# Decline of Muay Thai Locally



## Transk53 (Mar 25, 2015)

Came across this on Facebook. Interesting article with a personal bias I guess. Would be interseting to hear from any peeps around here who have trained over there. Just one trainers beef, or something in it.

The Decline of Muay Thai Samart Payakaroon - My Muay Thai


----------



## Danny T (Mar 25, 2015)

Have not read the article but I love the art of Muay Thai and the art of Muay Thai it is not the same art today as what I first learned. Lots more boxing elements and power punching. It used to be about the beauty of form and presentation of the techniques, control of the fight, conditioning of the body, mind and spirit. Respect and tradition was a huge part of the training and the contest. As it has grown outside of Thailand it has become more of a kickboxing art and in some venues a lot more showmanship. The boxing and MMA influence has changed the stance and arm positioning. Much of what is called muay thai today is not the same muay thai I first learned. Not saying it is bad or good it is just different.


----------



## Drose427 (Mar 25, 2015)

Danny T said:


> Have not read the article but I love the art of Muay Thai and the art of Muay Thai it is not the same art today as what I first learned. Lots more boxing elements and power punching. It used to be about the beauty of form and presentation of the techniques, control of the fight, conditioning of the body, mind and spirit. Respect and tradition was a huge part of the training and the contest. As it has grown outside of Thailand it has become more of a kickboxing art and in some venues a lot more showmanship. The boxing and MMA influence has changed the stance and arm positioning.

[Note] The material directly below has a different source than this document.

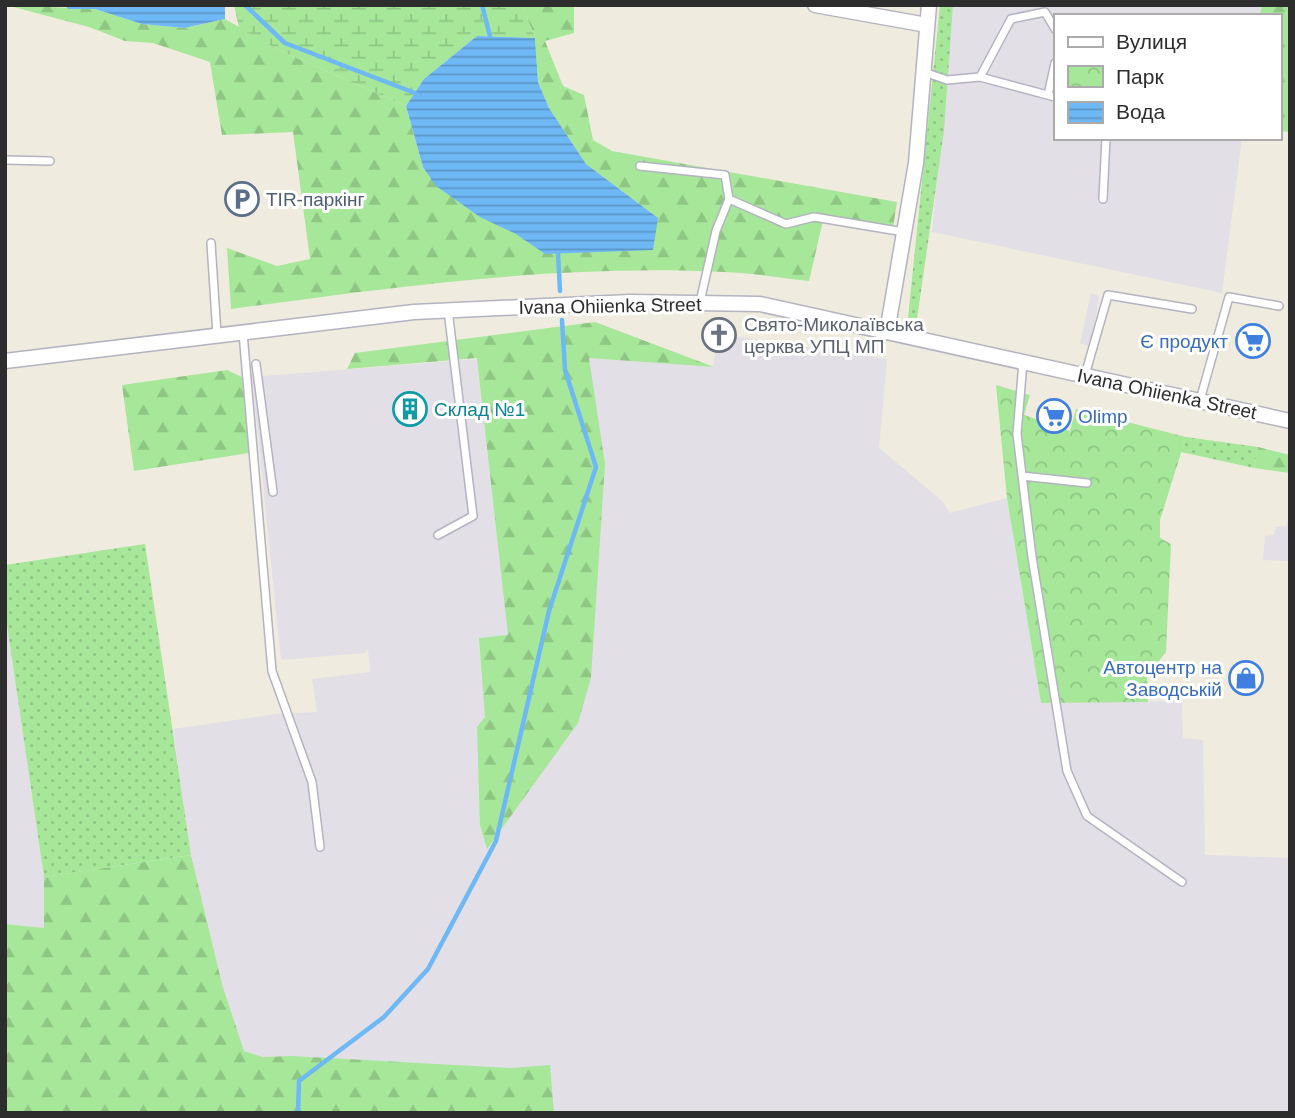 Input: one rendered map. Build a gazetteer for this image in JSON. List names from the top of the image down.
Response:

Much of what is called muay thai today is not the same muay thai I first learned. Not saying it is bad or good it is just different.



One thing that im sure hasnt helped are the numbee of gyms teaching general kickboxing with knees and poor clinching and passing it off as Muay Thai.


----------



## Transk53 (Mar 25, 2015)

Danny T said:


> power punching



That was the term used in the article too.


----------



## Danny T (Mar 25, 2015)

Drose427 said:


> One thing that im sure hasnt helped are the numbee of gyms teaching general kickboxing with knees and poor clinching and passing it off as Muay Thai.

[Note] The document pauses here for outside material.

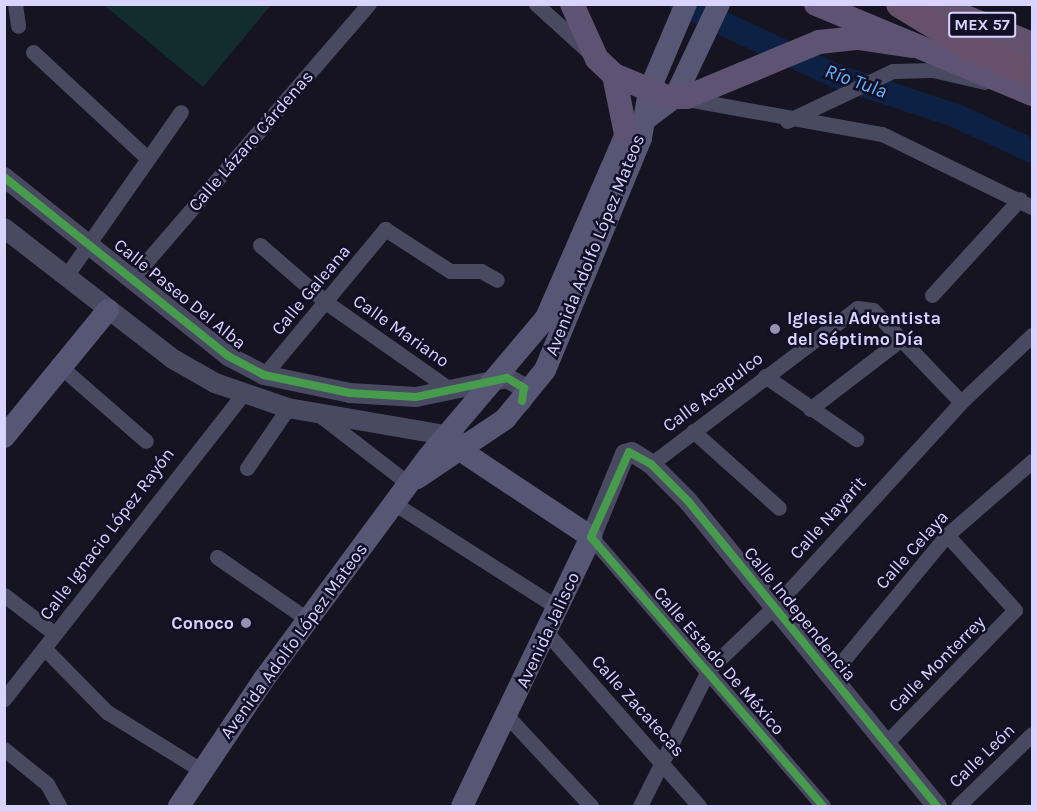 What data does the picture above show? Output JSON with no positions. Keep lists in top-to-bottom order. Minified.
{"streets":{"highway":["MEX 57"],"main road":["Avenida Adolfo López Mateos","Avenida Jalisco","Calle Estado De México"],"street":["Calle Lázaro Cárdenas","Calle Galeana","Calle Paseo Del Alba","Calle Mariano","Calle Acapulco","Calle Nayarit","Calle Ignacio López Rayón","Calle Celaya","Calle Independencia","Calle Monterrey","Calle Zacatecas","Calle León"]},"crossings":[["Calle Lázaro Cárdenas","Calle Paseo Del Alba"],["Avenida Adolfo López Mateos","Calle Paseo Del Alba"],["Avenida Adolfo López Mateos","Calle Estado De México"],["Calle Galeana","Calle Paseo Del Alba"],["Calle Galeana","Calle Mariano"],["Calle Paseo Del Alba","Calle Mariano"],["Calle Acapulco","Calle Nayarit"],["Calle Acapulco","Calle Independencia"],["Calle Nayarit","Calle Independencia"],["Calle Nayarit","Calle Estado De México"],["Calle Nayarit","Calle Zacatecas"],["Calle Celaya","Calle Independencia"],["Calle Celaya","Calle Monterrey"],["Calle Independencia","Avenida Jalisco"],["Calle Independencia","Calle Monterrey"],["Avenida Jalisco","Calle Estado De México"],["Avenida Jalisco","Calle Zacatecas"]],"water":["Río Tula"],"places":["Iglesia Adventista del Séptimo Día","Conoco"]}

The kicking isn't taught properly, stance and footwork is terrible, and many don't even teach clinching or elbows yet call it Muay Thai. A local UFC Gym posted a video recently with one of their "instructors" teaching and demoing a punch-clinch-elbow-clinch-knee-turnout with a kick follow up. There was so much incorrect movement, positioning, control, elbowing, & kneeing that I would not even consider what was shown as any semblance of being Muay Thai. Today a person throws a kick that contact with the shin it is call a Thai Kick.


----------



## Transk53 (Mar 25, 2015)

Drose427 said:


> One thing that im sure hasnt helped are the numbee of gyms teaching general kickboxing with knees and poor clinching and passing it off as Muay Thai.



Good point!


----------